Problem details »
Transcribe exactly the lines from the top of the records below through the line that holds "0 #22223b) drop-shadow(-1px", both included, with no pictures.

Records for this exercise »
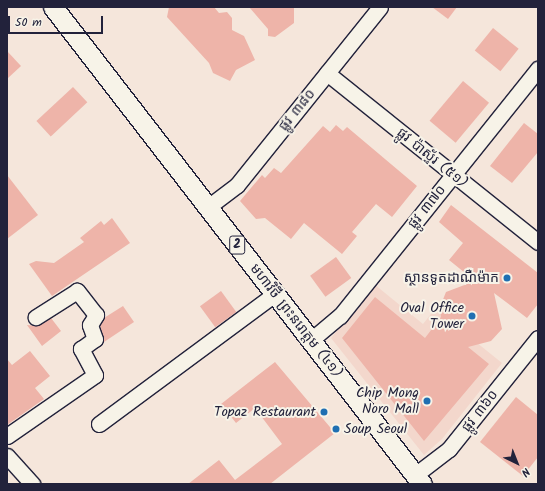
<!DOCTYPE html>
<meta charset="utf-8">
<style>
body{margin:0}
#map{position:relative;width:545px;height:491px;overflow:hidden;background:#f5e6db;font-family:Kalam,"Noto Sans Khmer",sans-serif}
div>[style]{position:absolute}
.built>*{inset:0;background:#f3d7cc}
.building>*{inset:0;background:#eeb4a9;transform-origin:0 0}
.roads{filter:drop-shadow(1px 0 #22223b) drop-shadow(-1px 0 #22223b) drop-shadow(0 1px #22223b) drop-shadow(0 -1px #22223b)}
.minor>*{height:15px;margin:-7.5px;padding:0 7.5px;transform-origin:7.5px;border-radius:7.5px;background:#f7f3e8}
.major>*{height:19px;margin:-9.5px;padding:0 9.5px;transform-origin:9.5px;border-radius:9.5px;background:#f7f3e8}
.dots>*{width:11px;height:11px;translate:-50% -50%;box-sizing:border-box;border:2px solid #f7f3e8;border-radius:50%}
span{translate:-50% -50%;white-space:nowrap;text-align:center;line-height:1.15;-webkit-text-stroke:4px #f7f3e8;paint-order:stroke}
.shield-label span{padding:1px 3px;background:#f7f3e8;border:1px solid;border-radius:3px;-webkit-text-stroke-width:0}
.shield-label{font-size:13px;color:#22223b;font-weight:700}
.street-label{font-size:14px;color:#22223b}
.poi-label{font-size:14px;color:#22223b}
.right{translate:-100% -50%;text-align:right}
.left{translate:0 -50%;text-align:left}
.frame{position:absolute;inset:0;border:8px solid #22223b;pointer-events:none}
.north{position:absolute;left:497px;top:443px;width:40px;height:40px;-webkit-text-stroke:3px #f7f3e8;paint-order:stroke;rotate:137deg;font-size:11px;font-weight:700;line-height:16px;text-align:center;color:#22223b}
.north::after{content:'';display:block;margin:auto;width:14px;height:18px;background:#22223b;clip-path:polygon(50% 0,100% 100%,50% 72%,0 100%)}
.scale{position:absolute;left:8px;top:16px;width:95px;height:18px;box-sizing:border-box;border:2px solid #22223b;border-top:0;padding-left:5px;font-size:12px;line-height:14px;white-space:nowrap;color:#22223b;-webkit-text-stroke:3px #f7f3e8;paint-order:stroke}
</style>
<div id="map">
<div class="built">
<i style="clip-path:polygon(374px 284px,423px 324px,435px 309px,502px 363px,442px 439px,424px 455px,331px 338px)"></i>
</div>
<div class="building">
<i style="clip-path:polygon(169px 7px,214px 7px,219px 13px,227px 12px,232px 18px,232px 30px,244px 36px,255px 60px,236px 70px,230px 81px,213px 73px,209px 63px,167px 17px)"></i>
<i style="clip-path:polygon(249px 7px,294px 7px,294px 23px,275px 37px,268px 36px,268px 29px)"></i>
<i style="clip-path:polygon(432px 7px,457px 7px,448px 19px)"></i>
<i style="left:493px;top:28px;width:33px;height:29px;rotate:39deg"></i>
<i style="clip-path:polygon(7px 51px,21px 66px,7px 79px)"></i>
<i style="left:463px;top:81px;width:34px;height:52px;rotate:40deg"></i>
<i style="left:73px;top:87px;width:21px;height:50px;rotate:47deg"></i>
<i style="clip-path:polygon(524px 123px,538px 134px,538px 152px,512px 183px,490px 166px)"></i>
<i style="clip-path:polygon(336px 125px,343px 131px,347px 127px,417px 186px,392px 217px,376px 204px,352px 232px,357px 236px,342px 254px,304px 223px,291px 239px,265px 218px,256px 219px,240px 201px,262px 175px,265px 178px,274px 168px,281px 173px,323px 126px,330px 132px)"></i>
<i style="clip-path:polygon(7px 175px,38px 215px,7px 239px)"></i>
<i style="clip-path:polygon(451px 205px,538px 273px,538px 304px,527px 318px,494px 293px,502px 329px,491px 341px,468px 347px,489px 364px,424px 441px,342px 338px,375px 297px,425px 338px,441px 317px,440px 307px,446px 292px,475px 281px,449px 260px,463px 243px,439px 222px)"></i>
<i style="clip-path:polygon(112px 218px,130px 243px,52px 296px,29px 264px,36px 261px,54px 263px,84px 242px,80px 238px,101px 221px,104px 225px)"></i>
<i style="left:336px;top:257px;width:26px;height:32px;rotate:54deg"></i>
<i style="left:221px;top:291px;width:26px;height:26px;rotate:54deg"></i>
<i style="clip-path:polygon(123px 306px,134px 322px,104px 342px,100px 326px,104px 318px)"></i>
<i style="clip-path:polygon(51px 318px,61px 331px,42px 346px,27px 325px,37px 326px)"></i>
<i style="clip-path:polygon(30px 351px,50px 376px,35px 388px,44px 399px,7px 425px,7px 359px,12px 365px)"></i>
<i style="clip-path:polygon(275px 362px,335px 433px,270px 484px,188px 484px,219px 460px,235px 480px,282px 444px,255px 408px,236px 423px,221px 404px)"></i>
<i style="clip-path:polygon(516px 397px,538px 415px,538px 457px,523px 476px,480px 442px)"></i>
</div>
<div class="roads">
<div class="minor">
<i style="left:327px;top:73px;width:270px;rotate:38.7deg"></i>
<i style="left:208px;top:207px;width:36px;rotate:-37deg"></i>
<i style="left:237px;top:185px;width:228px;rotate:-51.2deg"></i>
<i style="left:311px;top:340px;width:38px;rotate:-40deg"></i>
<i style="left:340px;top:316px;width:317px;rotate:-51.3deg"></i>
<i style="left:99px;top:424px;width:219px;rotate:-36.5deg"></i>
<i style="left:7px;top:436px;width:107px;rotate:-34.7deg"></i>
<i style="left:95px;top:375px;width:30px;rotate:-118deg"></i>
<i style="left:81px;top:349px;width:17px;rotate:-36deg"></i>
<i style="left:95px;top:339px;width:15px;rotate:-110deg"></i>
<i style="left:90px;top:325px;width:12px;rotate:-59deg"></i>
<i style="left:96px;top:315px;width:31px;rotate:-128deg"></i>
<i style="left:77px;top:291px;width:49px;rotate:147.6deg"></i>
<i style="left:7px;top:456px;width:38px;rotate:48deg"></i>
<i style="left:415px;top:475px;width:43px;rotate:-37.4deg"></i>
<i style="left:449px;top:449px;width:142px;rotate:-51.3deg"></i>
</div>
<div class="major">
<i style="left:53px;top:7px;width:603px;rotate:52.28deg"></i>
</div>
</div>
<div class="dots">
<i style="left:507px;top:278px;background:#1f6fb2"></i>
<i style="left:472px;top:316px;background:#1f6fb2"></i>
<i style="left:427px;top:401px;background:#1f6fb2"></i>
<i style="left:324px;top:412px;background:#1f6fb2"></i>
<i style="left:336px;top:429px;background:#1f6fb2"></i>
</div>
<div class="shield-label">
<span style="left:237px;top:245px">2</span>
</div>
<div class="street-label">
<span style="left:297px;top:110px;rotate:-51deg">ផ្លូវ ៣៨០</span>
<span style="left:432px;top:158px;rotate:39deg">ផ្លូវ ប៉ាស្ទ័រ (៥១)</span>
<span style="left:427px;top:207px;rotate:-51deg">ផ្លូវ ៣៧០</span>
<span style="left:296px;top:321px;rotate:52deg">មហាវិថី ព្រះនរោត្តម (៤១)</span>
<span style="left:480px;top:411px;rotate:-52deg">ផ្លូវ ៣៦០</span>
</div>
<div class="poi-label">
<span class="right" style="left:499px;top:278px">ស្ថានទូតដាណឺម៉ាក</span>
<span class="right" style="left:464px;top:316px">Oval Office<br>Tower</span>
<span class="right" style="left:419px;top:401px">Chip Mong<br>Noro Mall</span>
<span class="right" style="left:316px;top:412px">Topaz Restaurant</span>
<span class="left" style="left:344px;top:429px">Soup Seoul</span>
</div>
<div class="frame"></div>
<div class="north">N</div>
<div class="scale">50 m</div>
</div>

Finished exercise »
<!DOCTYPE html>
<meta charset="utf-8">
<style>
body{margin:0}
#map{position:relative;width:545px;height:491px;overflow:hidden;background:#f5e6db;font-family:Kalam,"Noto Sans Khmer",sans-serif}
div>[style]{position:absolute}
.built>*{inset:0;background:#f3d7cc}
.building>*{inset:0;background:#eeb4a9;transform-origin:0 0}
.roads{filter:drop-shadow(1px 0 #22223b) drop-shadow(-1px 0 #22223b) drop-shadow(0 1px #22223b) drop-shadow(0 -1px #22223b)}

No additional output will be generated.